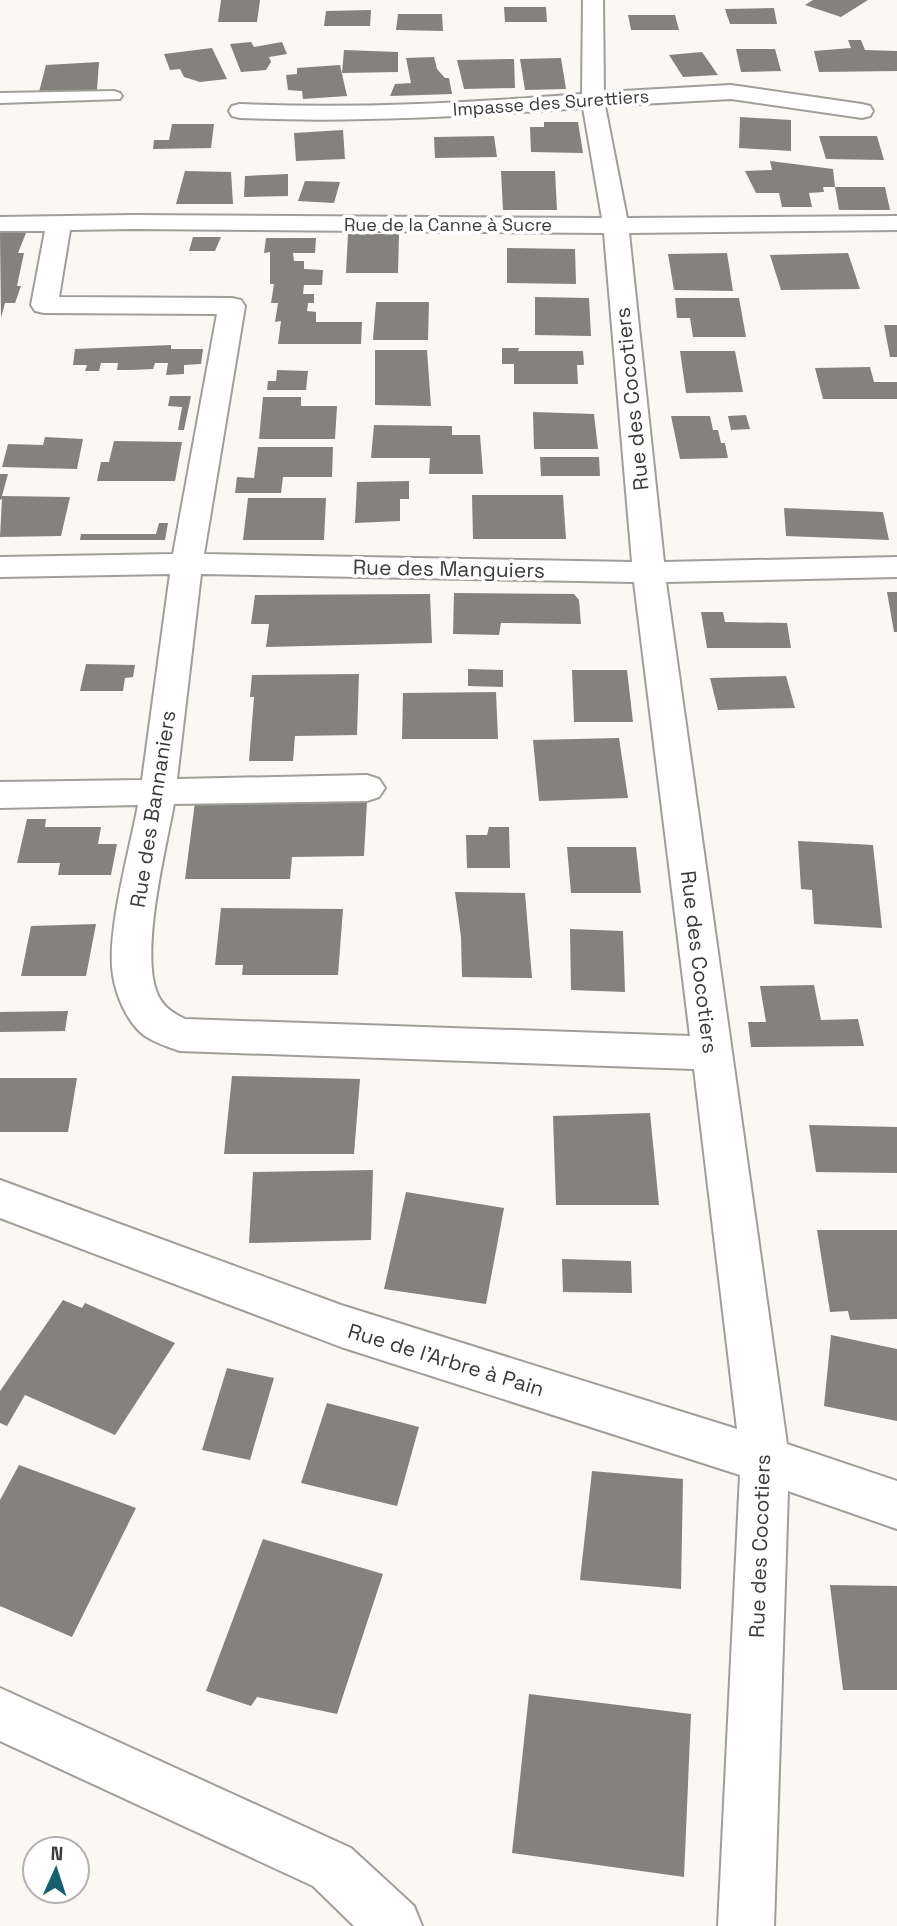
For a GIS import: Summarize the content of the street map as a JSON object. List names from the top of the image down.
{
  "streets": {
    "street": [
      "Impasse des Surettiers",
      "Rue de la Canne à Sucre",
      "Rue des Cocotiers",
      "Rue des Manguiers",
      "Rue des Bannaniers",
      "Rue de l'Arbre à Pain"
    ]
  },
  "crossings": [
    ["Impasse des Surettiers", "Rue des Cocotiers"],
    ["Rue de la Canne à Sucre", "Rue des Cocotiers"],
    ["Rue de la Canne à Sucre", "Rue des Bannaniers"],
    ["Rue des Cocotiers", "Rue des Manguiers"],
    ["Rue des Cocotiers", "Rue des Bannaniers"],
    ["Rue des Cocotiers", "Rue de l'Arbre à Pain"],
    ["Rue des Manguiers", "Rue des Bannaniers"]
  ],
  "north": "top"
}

▬▬▬▬▬▬

● **DIRECTIONS FOR THIS TASK**:
Pictures aside, give the data again exactly as it appears.

● **SOLUTION FOR THIS TASK**:
For a GIS import: Summarize the content of the street map as a JSON object. List names from the top of the image down.
{
  "streets": {
    "street": [
      "Impasse des Surettiers",
      "Rue de la Canne à Sucre",
      "Rue des Cocotiers",
      "Rue des Manguiers",
      "Rue des Bannaniers",
      "Rue de l'Arbre à Pain"
    ]
  },
  "crossings": [
    ["Impasse des Surettiers", "Rue des Cocotiers"],
    ["Rue de la Canne à Sucre", "Rue des Cocotiers"],
    ["Rue de la Canne à Sucre", "Rue des Bannaniers"],
    ["Rue des Cocotiers", "Rue des Manguiers"],
    ["Rue des Cocotiers", "Rue des Bannaniers"],
    ["Rue des Cocotiers", "Rue de l'Arbre à Pain"],
    ["Rue des Manguiers", "Rue des Bannaniers"]
  ],
  "north": "top"
}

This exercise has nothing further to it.